Years from now, the development community could look back and view this period as the beginning of a golden era, thanks in part to the embrace by business managers of site reliability engineering (SRE).
SRE has quickly become a mainstay of modern software development at some of the most scalable and reliable services on the planet, including Airbnb, Netflix and Google — the last of which kicked off the global discussion and adoption of SRE. The leading edge development practices and principles core to SRE grew out of the need to produce more reliable and resilient sites that were better performing and more secure — all the while they reduced the costs and the public opprobrium associated with outages and security breaches.
Despite that success, a recent survey of 450 site reliability engineers reveals that adoption of SRE at many companies is often stalled by a range of challenges that include the following:
■ The plodding pace at some stages of SRE evolution.
■ Confusion about which service-level objective (SLO) should be considered to measure success.
■ Automation that still requires large chunks of time from site reliability engineers (SREs) to create and maintain code.
■ Lack of vital resources, such as observability tools.
SRE Has Won Over Numerous Companies
Overall, the climate surrounding SRE is extremely positive. Many companies have embraced SRE practices, the survey indicates. Nearly 90% of respondents said that an SRE's role in achieving business success is more recognized today than three years ago. And only 6% of the SREs polled described their companies as immature in terms of SRE adoption.
Additionally, SREs have become more influential within their companies. Half of those surveyed reported that they now dedicate a significant amount of time to influencing architectural design as part of efforts to improve reliability.
More than two-thirds (68%) of SREs said they expect their role in security to become even more central in the future as organizations continue using third-party libraries for cloud-native application development.
Effort to Usher in SRE Often Stymied by Lack of Resources
But not all companies have made this kind of progress. An overwhelming majority of the SREs surveyed (97%) said efforts to implement a dedicated SRE practice at their organizations continue to face obstacles, such as an inability to gain access to new hires or be allowed to upskill existing teams.
Some of the reasons given for the lack of resources include the following:
■ 59% of respondents said companies perceive it as difficult to train or retain existing ITOps team members or sysadmins to become SREs.
■ 51% said SREs are often believed to be expensive and difficult to hire.
■ 43% said finding SRE skills in the market isn't easy.
Even companies committed to SRE run into trouble, especially when it comes time to measure SRE impact.
Confusion Surrounds SLOs
A majority of respondents (81%) said their companies created objectives and key results (OKRs) and key performance indicators (KPIs) to evaluate service levels for applications and infrastructure, while 75% said they rely on service-level objectives (SLOs). Surprisingly, 99% of those polled said establishing SLOs is challenging.

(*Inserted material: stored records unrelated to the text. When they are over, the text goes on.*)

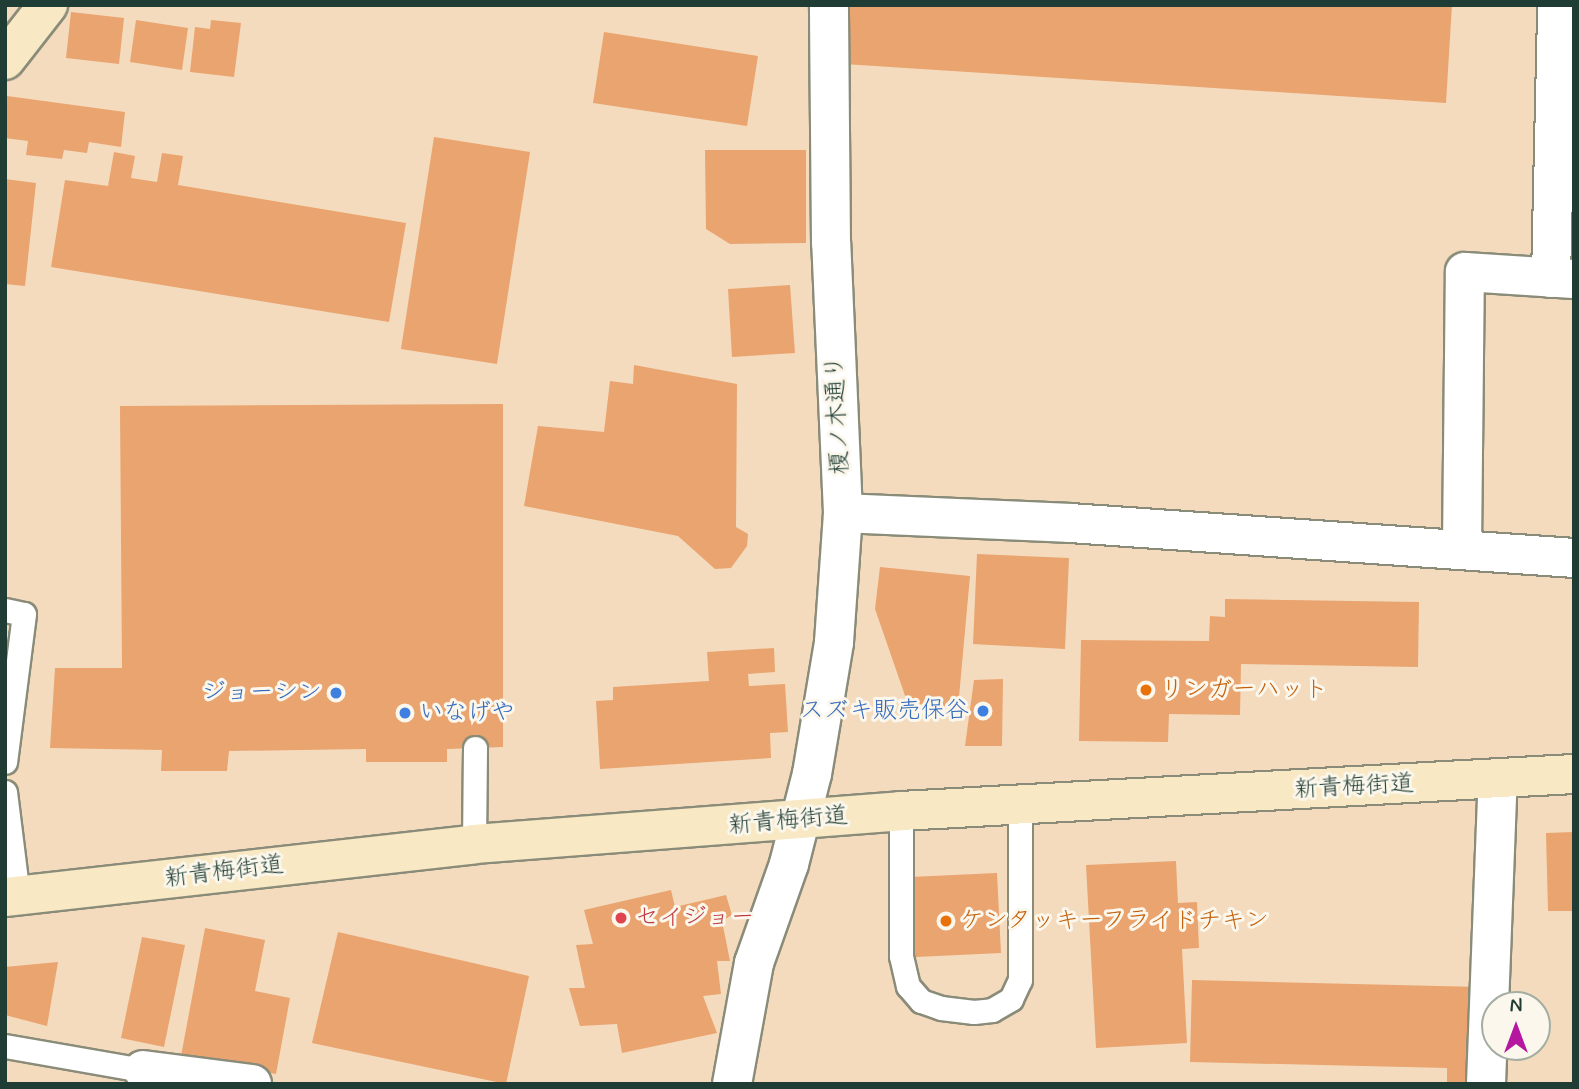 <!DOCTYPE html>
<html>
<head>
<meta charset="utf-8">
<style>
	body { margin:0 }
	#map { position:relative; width:1579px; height:1089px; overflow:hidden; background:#f4dbbe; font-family:Mynerve,"Klee One",sans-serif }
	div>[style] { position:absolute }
	.building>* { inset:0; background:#e9a46f }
	.roads { filter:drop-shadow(2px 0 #8a8c79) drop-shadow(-2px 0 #8a8c79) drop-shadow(0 2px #8a8c79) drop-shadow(0 -2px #8a8c79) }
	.service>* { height:23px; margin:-11.5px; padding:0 11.5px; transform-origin:11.5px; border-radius:11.5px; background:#fff }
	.minor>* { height:38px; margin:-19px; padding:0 19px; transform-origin:19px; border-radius:19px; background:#fff }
	.secondary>* { height:38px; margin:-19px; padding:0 19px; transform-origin:19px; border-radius:19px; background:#f8e8c3 }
	.dots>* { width:19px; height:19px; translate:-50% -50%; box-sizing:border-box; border:4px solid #fbf7ec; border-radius:50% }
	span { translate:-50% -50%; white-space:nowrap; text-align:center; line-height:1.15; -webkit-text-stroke:6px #fbf7ec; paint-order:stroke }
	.street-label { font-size:24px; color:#1f3d34 }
	.food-label { font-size:24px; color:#c56008 }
	.left { translate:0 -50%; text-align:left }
	.shop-label { font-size:24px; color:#366cbe }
	.right { translate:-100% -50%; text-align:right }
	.health-label { font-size:24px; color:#be3a42 }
	.frame { position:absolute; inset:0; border:7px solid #1f3d34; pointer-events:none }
	.north { position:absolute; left:1481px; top:991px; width:70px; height:70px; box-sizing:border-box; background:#fbf7ec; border:2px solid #a3ada2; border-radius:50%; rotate:0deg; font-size:19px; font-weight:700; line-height:28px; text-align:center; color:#1f3d34 }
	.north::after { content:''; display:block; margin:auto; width:24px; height:32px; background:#b5179e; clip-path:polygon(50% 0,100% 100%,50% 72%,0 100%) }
</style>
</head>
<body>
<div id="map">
	<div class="building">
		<div style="clip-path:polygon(848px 5px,1452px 5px,1446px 103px,844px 64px)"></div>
		<div style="clip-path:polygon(71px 12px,124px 18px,119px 64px,66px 58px)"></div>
		<div style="clip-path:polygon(136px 20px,188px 28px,182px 70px,130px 62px)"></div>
		<div style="clip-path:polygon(211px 20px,241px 23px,234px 77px,190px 72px,195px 27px,210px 29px)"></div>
		<div style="clip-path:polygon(604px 32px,758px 56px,747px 126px,593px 103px)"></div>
		<div style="clip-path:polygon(7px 96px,125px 112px,121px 147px,89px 142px,87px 153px,64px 150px,62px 159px,26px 155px,28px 141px,5px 138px)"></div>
		<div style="clip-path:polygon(434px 137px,530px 152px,497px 364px,401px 349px)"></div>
		<div style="clip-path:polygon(705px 150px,806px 150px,806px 243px,730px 244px,706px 229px)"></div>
		<div style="clip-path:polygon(114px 152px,135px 156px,131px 178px,157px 182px,162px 153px,183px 156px,178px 185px,406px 223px,389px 322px,51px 267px,65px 180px,108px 186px)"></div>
		<div style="clip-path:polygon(5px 179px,36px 183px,25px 286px,5px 284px)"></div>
		<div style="clip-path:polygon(790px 285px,795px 353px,732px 357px,728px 289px)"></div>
		<div style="clip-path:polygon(634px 365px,737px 384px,736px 527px,748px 534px,747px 546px,731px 568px,715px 569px,678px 536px,524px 506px,538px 426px,604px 432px,610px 381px,633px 384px)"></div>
		<div style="clip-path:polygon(503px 404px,503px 747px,447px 749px,447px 762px,366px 762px,366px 749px,229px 751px,227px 771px,161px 771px,162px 750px,50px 748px,55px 668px,122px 668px,120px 406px)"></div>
		<div style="clip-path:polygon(977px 554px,1069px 558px,1065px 649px,973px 644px)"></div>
		<div style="clip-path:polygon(880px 567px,970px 576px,958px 708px,910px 710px,875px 609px)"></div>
		<div style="clip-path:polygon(1225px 599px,1419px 602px,1418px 667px,1241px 664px,1240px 715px,1169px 714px,1168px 742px,1079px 741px,1081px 640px,1209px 641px,1210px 616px,1225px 617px)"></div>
		<div style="clip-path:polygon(774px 648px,775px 672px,748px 674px,749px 686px,785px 684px,788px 732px,770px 733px,771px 758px,600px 769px,596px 701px,613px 700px,613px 687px,709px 681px,707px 652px)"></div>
		<div style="clip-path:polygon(1003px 679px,1002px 746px,965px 746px,974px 680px)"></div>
		<div style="clip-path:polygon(1574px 832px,1574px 911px,1548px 911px,1546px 833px)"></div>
		<div style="clip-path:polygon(1176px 861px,1178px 903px,1197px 902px,1199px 948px,1182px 949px,1187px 1043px,1096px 1048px,1086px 865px)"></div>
		<div style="clip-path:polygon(997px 873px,1001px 953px,916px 957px,912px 944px,892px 945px,910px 877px)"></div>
		<div style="clip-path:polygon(671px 890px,675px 907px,726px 895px,732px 915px,722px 921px,730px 961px,717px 961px,721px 994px,703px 996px,717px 1033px,622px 1053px,617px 1024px,580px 1026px,569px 988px,585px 988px,576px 945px,593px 944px,584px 910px)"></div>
		<div style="clip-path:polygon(205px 928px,265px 940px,255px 991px,290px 998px,276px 1074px,181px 1056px)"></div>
		<div style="clip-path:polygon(338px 932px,529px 976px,506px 1084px,312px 1043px)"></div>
		<div style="clip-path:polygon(142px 937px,185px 945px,164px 1047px,121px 1038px)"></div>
		<div style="clip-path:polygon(58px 962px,47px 1026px,5px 1015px,5px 967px)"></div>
		<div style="clip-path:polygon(1192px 980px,1480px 987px,1478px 1084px,1447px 1084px,1447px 1068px,1190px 1062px)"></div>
	</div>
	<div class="roads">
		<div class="service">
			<div style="left:5px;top:610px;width:19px;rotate:12deg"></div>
			<div style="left:24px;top:614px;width:149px;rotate:97.3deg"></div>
			<div style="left:5px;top:792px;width:105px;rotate:82.9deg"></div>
			<div style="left:901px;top:811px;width:145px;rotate:90deg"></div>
			<div style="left:901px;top:956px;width:31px;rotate:77deg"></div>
			<div style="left:908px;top:986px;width:20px;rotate:49deg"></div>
			<div style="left:921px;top:1001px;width:21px;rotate:19deg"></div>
			<div style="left:941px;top:1008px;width:33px;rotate:7deg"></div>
			<div style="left:974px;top:1012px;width:18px;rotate:-6deg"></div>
			<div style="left:992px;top:1010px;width:22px;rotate:-30deg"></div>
			<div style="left:1011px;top:999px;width:21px;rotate:-65deg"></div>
			<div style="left:1020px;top:980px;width:175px;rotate:-90deg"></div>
			<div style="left:474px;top:844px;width:96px;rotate:-89.4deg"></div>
			<div style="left:5px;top:1046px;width:140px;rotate:9.9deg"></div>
		</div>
		<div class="minor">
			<div style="left:1551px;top:278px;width:273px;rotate:-88.7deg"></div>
			<div style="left:843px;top:513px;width:227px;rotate:2.5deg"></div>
			<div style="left:1070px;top:523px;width:505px;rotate:3.97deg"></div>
			<div style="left:1462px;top:548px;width:276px;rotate:-89.4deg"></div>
			<div style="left:1465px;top:272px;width:109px;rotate:3.7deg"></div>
			<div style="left:143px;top:1070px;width:110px;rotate:7.3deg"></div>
			<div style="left:732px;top:1084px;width:123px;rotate:-79.7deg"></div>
			<div style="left:754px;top:963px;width:105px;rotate:-70.5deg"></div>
			<div style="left:789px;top:864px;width:93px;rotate:-75.7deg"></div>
			<div style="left:812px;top:774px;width:134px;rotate:-80.5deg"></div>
			<div style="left:834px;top:642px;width:129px;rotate:-86deg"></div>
			<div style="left:843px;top:513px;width:270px;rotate:-92.5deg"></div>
			<div style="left:831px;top:243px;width:238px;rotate:-90.5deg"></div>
			<div style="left:1486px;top:1084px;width:306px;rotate:-87.8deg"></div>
		</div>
		<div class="secondary">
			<div style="left:5px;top:60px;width:70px;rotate:-52deg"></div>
			<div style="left:5px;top:897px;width:472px;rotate:-6.4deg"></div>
			<div style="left:474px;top:844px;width:428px;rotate:-4.4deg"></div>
			<div style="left:901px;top:811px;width:674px;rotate:-3.15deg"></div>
		</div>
	</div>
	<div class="dots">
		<div style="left:1146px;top:690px;background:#e8710a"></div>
		<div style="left:336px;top:693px;background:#3f7fe0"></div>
		<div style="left:983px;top:711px;background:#3f7fe0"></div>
		<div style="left:405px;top:713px;background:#3f7fe0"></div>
		<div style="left:621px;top:918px;background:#e0444e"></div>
		<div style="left:946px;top:921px;background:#e8710a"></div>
	</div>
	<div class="street-label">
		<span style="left:838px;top:415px;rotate:-93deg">榎ノ木通り</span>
		<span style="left:1354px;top:787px;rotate:-3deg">新青梅街道</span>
		<span style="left:788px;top:821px;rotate:-5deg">新青梅街道</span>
		<span style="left:224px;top:872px;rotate:-7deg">新青梅街道</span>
	</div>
	<div class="food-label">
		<span class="left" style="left:1160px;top:690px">リンガーハット</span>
		<span class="left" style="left:960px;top:921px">ケンタッキーフライドチキン</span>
	</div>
	<div class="shop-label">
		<span class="right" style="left:322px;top:693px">ジョーシン</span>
		<span class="right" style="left:969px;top:711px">スズキ販売保谷</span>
		<span class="left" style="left:419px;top:713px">いなげや</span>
	</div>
	<div class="health-label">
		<span class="left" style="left:635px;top:918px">セイジョー</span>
	</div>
	<div class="frame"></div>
	<div class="north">N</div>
</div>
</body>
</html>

Some of the reasons given for the difficulty include the following:
■ Too many data sources are involved, which can hobble attempts to synthesize disparate data (64%).
■ An overabundance of metrics makes it difficult to find the most relevant measures to use (54%).
■ A lack of monitoring tools prevent the accurate tracking and defining of SLO performance history (36%).
■ An inability to determine what constitutes quality SLO (22%)
In the same way that many of the challenges confronting SREs were revealed in the survey, some of the solutions were unearthed there as well.
Automation Is Beneficial ... Sometimes
Because SREs oversee a growing number of tasks, their time is increasingly stretched thin, according to the report. Automation is key to freeing up more of their time and allowing them to focus on value-added activities, such as designing experiments and running tests to reduce risk of production failure, or ensuring that security vulnerabilities are detected.
According to 85% of the SREs surveyed, the ability to scale SRE practices further across the organization is extremely dependent on the availability of automation and AI capabilities.
In addition, 71% said their companies have increased the use of automation across every part of the development lifecycle, and 61% said automation has major impact on reducing security vulnerabilities. At a time when threat actors are increasingly more sophisticated and ransomware attacks are a plague on business, SREs have begun to drive increased adoption of DevSecOps practices to ensure security is top of mind at every stage of the development lifecycle.
SREs Need Standardized Observability
SREs and company managers also want to build unity across their tool stacks, according to the survey: 85% of SREs want to standardize on the same observability platform from development to operations and security by 2025. The goal is to create a larger number of streamlined solutions that enable SRE and DevOps teams to work together more effectively and eliminate the need to switch between various dashboards.
Among the major takeaways of The State of SRE report is that SREs need the time and resources required to foster greater reliability. Business managers should note that the success of SREs depends largely on making the most of available resources and that means limiting the amount of time SREs spend on low-priority chores. Automation is vital to achieving this, but it can also add to the distractions if SREs spend too much time writing automation scripts.
To supply the kind of deliverables that benefit their companies the most, such as maximizing reliability, resiliency, security, performance, and eventually business outcomes, SREs require platforms that enable them to drive reliability and automation by default, through self-serve and everything-as-code capabilities.